▶ TASK GOAL
The answer is the data below, repeated exactly, with no pictures included.

▶ DATA PROVIDED
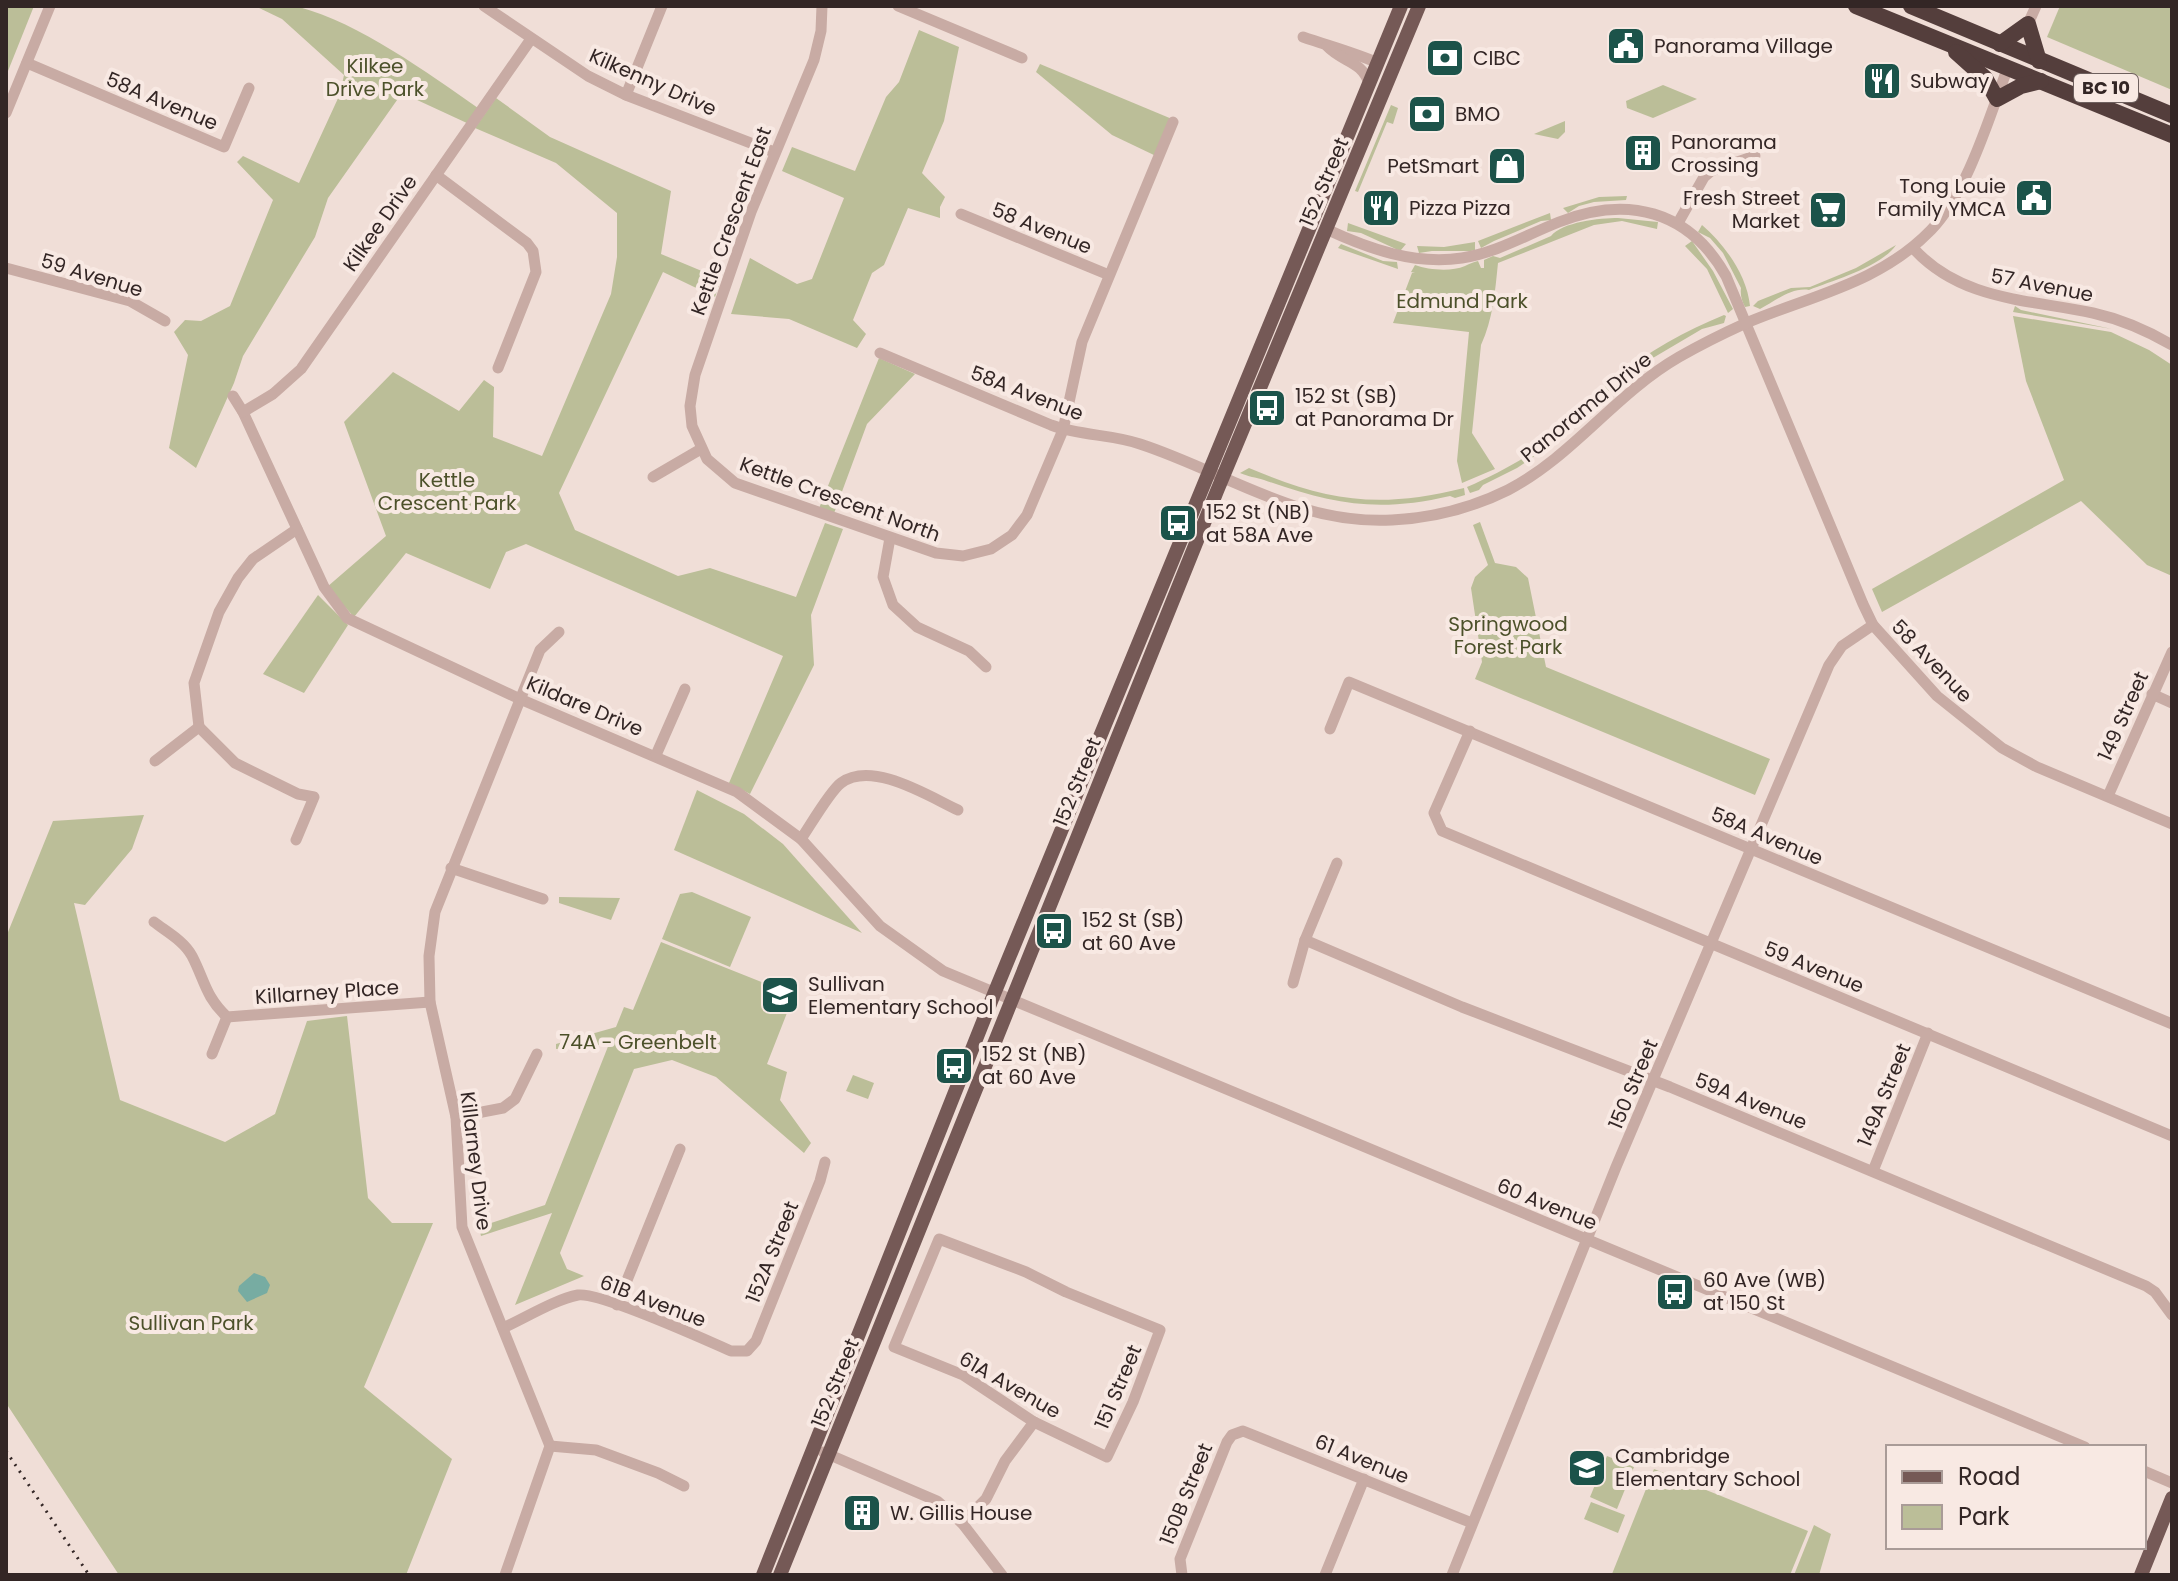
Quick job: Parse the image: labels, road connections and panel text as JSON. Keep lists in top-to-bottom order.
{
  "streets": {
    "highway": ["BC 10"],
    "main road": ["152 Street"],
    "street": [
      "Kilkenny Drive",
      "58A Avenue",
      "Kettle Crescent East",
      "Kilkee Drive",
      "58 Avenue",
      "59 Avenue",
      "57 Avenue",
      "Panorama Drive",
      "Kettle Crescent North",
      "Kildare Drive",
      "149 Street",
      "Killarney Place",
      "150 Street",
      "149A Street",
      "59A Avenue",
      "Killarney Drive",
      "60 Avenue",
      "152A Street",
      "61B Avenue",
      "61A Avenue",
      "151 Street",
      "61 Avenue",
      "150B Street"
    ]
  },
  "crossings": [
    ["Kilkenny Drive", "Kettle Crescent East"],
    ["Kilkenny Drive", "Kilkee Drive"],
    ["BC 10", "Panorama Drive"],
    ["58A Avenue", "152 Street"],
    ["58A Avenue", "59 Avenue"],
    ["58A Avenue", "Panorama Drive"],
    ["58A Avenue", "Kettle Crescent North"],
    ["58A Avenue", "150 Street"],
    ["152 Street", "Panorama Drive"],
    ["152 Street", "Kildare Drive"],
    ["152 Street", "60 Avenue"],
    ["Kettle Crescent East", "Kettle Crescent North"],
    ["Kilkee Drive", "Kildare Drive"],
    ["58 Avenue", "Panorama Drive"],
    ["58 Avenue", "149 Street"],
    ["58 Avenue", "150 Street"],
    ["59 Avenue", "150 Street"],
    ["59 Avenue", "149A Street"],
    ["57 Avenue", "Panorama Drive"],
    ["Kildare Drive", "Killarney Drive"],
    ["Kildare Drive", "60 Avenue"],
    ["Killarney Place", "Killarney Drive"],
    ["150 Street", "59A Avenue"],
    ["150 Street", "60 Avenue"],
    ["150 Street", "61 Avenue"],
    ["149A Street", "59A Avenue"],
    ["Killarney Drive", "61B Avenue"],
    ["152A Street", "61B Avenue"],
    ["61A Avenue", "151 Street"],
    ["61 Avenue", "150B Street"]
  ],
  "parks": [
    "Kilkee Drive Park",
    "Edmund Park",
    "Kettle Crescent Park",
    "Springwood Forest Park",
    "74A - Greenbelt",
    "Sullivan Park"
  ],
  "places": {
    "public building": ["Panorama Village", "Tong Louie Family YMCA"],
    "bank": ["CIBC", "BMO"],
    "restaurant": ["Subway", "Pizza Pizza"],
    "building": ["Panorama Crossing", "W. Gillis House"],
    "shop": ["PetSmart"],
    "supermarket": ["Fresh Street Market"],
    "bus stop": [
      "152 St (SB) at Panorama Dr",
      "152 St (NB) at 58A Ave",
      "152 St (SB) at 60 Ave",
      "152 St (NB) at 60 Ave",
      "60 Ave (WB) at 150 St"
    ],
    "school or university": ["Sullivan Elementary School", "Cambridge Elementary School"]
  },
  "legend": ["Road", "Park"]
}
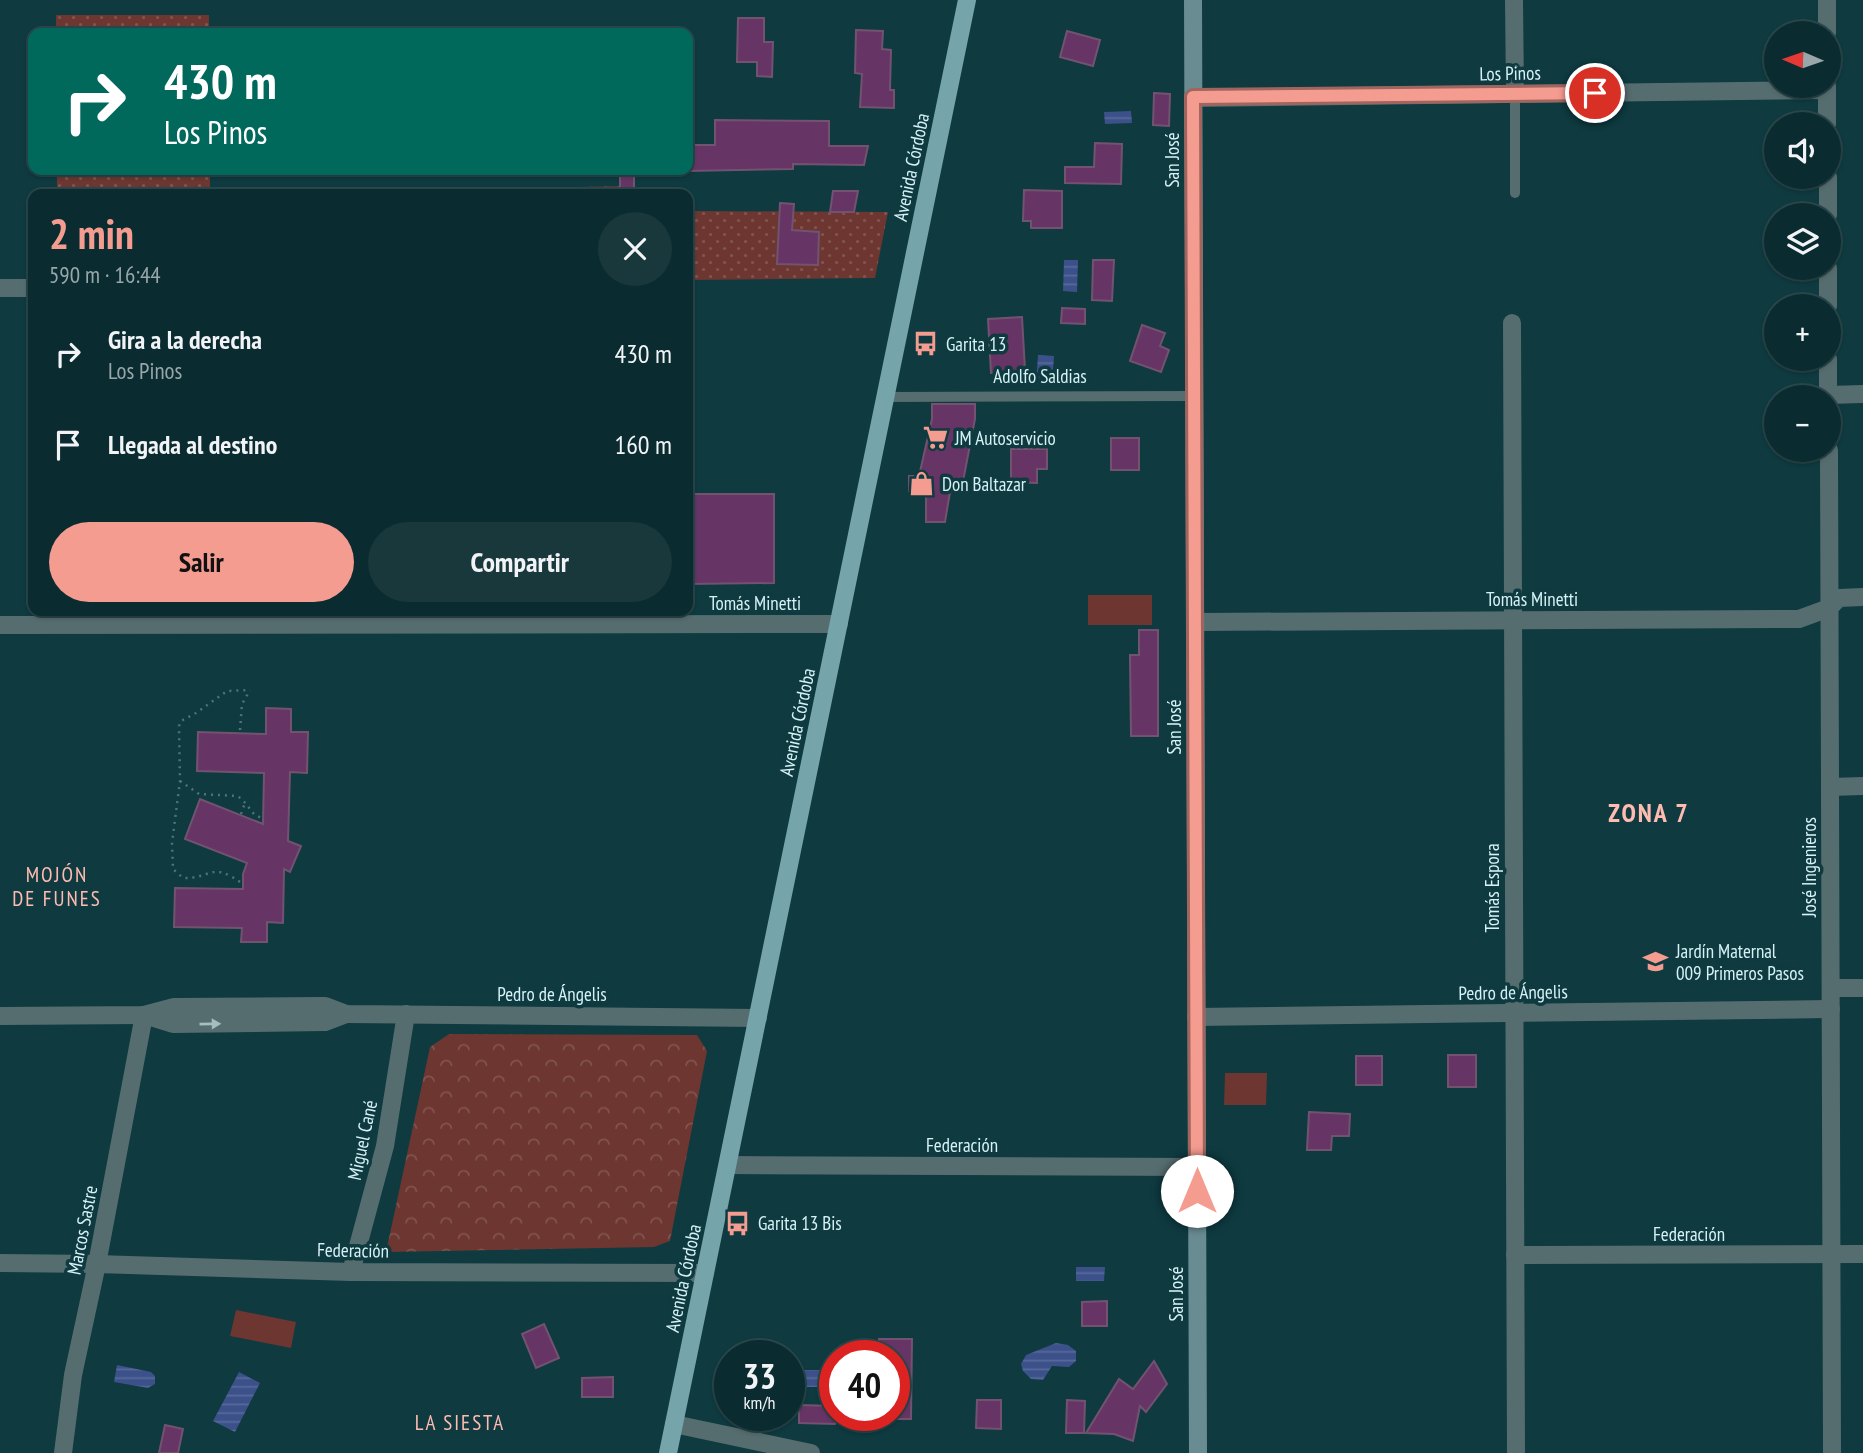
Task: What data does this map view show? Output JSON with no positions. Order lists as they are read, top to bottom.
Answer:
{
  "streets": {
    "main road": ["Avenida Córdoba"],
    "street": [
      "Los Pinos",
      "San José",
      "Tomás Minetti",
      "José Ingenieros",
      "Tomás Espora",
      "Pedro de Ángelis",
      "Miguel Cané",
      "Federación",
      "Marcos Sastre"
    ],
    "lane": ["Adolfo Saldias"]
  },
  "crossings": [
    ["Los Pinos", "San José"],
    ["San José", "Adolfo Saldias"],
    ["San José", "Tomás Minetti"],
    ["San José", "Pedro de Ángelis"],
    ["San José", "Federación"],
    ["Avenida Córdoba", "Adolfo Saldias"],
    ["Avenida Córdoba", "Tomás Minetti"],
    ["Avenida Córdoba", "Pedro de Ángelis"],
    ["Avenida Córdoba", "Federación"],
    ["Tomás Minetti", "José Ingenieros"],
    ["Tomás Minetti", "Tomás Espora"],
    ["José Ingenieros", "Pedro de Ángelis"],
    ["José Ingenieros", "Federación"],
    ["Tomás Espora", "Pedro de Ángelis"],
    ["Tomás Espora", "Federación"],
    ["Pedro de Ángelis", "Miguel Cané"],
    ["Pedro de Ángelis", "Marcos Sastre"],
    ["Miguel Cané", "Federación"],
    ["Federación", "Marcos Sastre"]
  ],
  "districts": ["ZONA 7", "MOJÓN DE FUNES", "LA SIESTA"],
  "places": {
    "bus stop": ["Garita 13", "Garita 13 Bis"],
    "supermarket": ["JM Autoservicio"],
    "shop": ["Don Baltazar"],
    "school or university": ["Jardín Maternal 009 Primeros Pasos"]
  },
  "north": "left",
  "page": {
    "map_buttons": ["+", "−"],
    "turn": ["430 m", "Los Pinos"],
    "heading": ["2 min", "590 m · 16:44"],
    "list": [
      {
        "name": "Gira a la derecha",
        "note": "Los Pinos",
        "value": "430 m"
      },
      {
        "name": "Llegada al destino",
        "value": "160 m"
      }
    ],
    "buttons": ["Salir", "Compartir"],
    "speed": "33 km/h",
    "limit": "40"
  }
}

▶ EXERCISE OUTPUT
Quick job: Parse the image: labels, road connections and panel text as JSON. Keep lists in top-to-bottom order.
{
  "streets": {
    "highway": ["BC 10"],
    "main road": ["152 Street"],
    "street": [
      "Kilkenny Drive",
      "58A Avenue",
      "Kettle Crescent East",
      "Kilkee Drive",
      "58 Avenue",
      "59 Avenue",
      "57 Avenue",
      "Panorama Drive",
      "Kettle Crescent North",
      "Kildare Drive",
      "149 Street",
      "Killarney Place",
      "150 Street",
      "149A Street",
      "59A Avenue",
      "Killarney Drive",
      "60 Avenue",
      "152A Street",
      "61B Avenue",
      "61A Avenue",
      "151 Street",
      "61 Avenue",
      "150B Street"
    ]
  },
  "crossings": [
    ["Kilkenny Drive", "Kettle Crescent East"],
    ["Kilkenny Drive", "Kilkee Drive"],
    ["BC 10", "Panorama Drive"],
    ["58A Avenue", "152 Street"],
    ["58A Avenue", "59 Avenue"],
    ["58A Avenue", "Panorama Drive"],
    ["58A Avenue", "Kettle Crescent North"],
    ["58A Avenue", "150 Street"],
    ["152 Street", "Panorama Drive"],
    ["152 Street", "Kildare Drive"],
    ["152 Street", "60 Avenue"],
    ["Kettle Crescent East", "Kettle Crescent North"],
    ["Kilkee Drive", "Kildare Drive"],
    ["58 Avenue", "Panorama Drive"],
    ["58 Avenue", "149 Street"],
    ["58 Avenue", "150 Street"],
    ["59 Avenue", "150 Street"],
    ["59 Avenue", "149A Street"],
    ["57 Avenue", "Panorama Drive"],
    ["Kildare Drive", "Killarney Drive"],
    ["Kildare Drive", "60 Avenue"],
    ["Killarney Place", "Killarney Drive"],
    ["150 Street", "59A Avenue"],
    ["150 Street", "60 Avenue"],
    ["150 Street", "61 Avenue"],
    ["149A Street", "59A Avenue"],
    ["Killarney Drive", "61B Avenue"],
    ["152A Street", "61B Avenue"],
    ["61A Avenue", "151 Street"],
    ["61 Avenue", "150B Street"]
  ],
  "parks": [
    "Kilkee Drive Park",
    "Edmund Park",
    "Kettle Crescent Park",
    "Springwood Forest Park",
    "74A - Greenbelt",
    "Sullivan Park"
  ],
  "places": {
    "public building": ["Panorama Village", "Tong Louie Family YMCA"],
    "bank": ["CIBC", "BMO"],
    "restaurant": ["Subway", "Pizza Pizza"],
    "building": ["Panorama Crossing", "W. Gillis House"],
    "shop": ["PetSmart"],
    "supermarket": ["Fresh Street Market"],
    "bus stop": [
      "152 St (SB) at Panorama Dr",
      "152 St (NB) at 58A Ave",
      "152 St (SB) at 60 Ave",
      "152 St (NB) at 60 Ave",
      "60 Ave (WB) at 150 St"
    ],
    "school or university": ["Sullivan Elementary School", "Cambridge Elementary School"]
  },
  "legend": ["Road", "Park"]
}
Task: What data does this map view show? Output JSON with no positions. Order lists as they are read, top to bottom.
Answer:
{
  "streets": {
    "main road": ["Avenida Córdoba"],
    "street": [
      "Los Pinos",
      "San José",
      "Tomás Minetti",
      "José Ingenieros",
      "Tomás Espora",
      "Pedro de Ángelis",
      "Miguel Cané",
      "Federación",
      "Marcos Sastre"
    ],
    "lane": ["Adolfo Saldias"]
  },
  "crossings": [
    ["Los Pinos", "San José"],
    ["San José", "Adolfo Saldias"],
    ["San José", "Tomás Minetti"],
    ["San José", "Pedro de Ángelis"],
    ["San José", "Federación"],
    ["Avenida Córdoba", "Adolfo Saldias"],
    ["Avenida Córdoba", "Tomás Minetti"],
    ["Avenida Córdoba", "Pedro de Ángelis"],
    ["Avenida Córdoba", "Federación"],
    ["Tomás Minetti", "José Ingenieros"],
    ["Tomás Minetti", "Tomás Espora"],
    ["José Ingenieros", "Pedro de Ángelis"],
    ["José Ingenieros", "Federación"],
    ["Tomás Espora", "Pedro de Ángelis"],
    ["Tomás Espora", "Federación"],
    ["Pedro de Ángelis", "Miguel Cané"],
    ["Pedro de Ángelis", "Marcos Sastre"],
    ["Miguel Cané", "Federación"],
    ["Federación", "Marcos Sastre"]
  ],
  "districts": ["ZONA 7", "MOJÓN DE FUNES", "LA SIESTA"],
  "places": {
    "bus stop": ["Garita 13", "Garita 13 Bis"],
    "supermarket": ["JM Autoservicio"],
    "shop": ["Don Baltazar"],
    "school or university": ["Jardín Maternal 009 Primeros Pasos"]
  },
  "north": "left",
  "page": {
    "map_buttons": ["+", "−"],
    "turn": ["430 m", "Los Pinos"],
    "heading": ["2 min", "590 m · 16:44"],
    "list": [
      {
        "name": "Gira a la derecha",
        "note": "Los Pinos",
        "value": "430 m"
      },
      {
        "name": "Llegada al destino",
        "value": "160 m"
      }
    ],
    "buttons": ["Salir", "Compartir"],
    "speed": "33 km/h",
    "limit": "40"
  }
}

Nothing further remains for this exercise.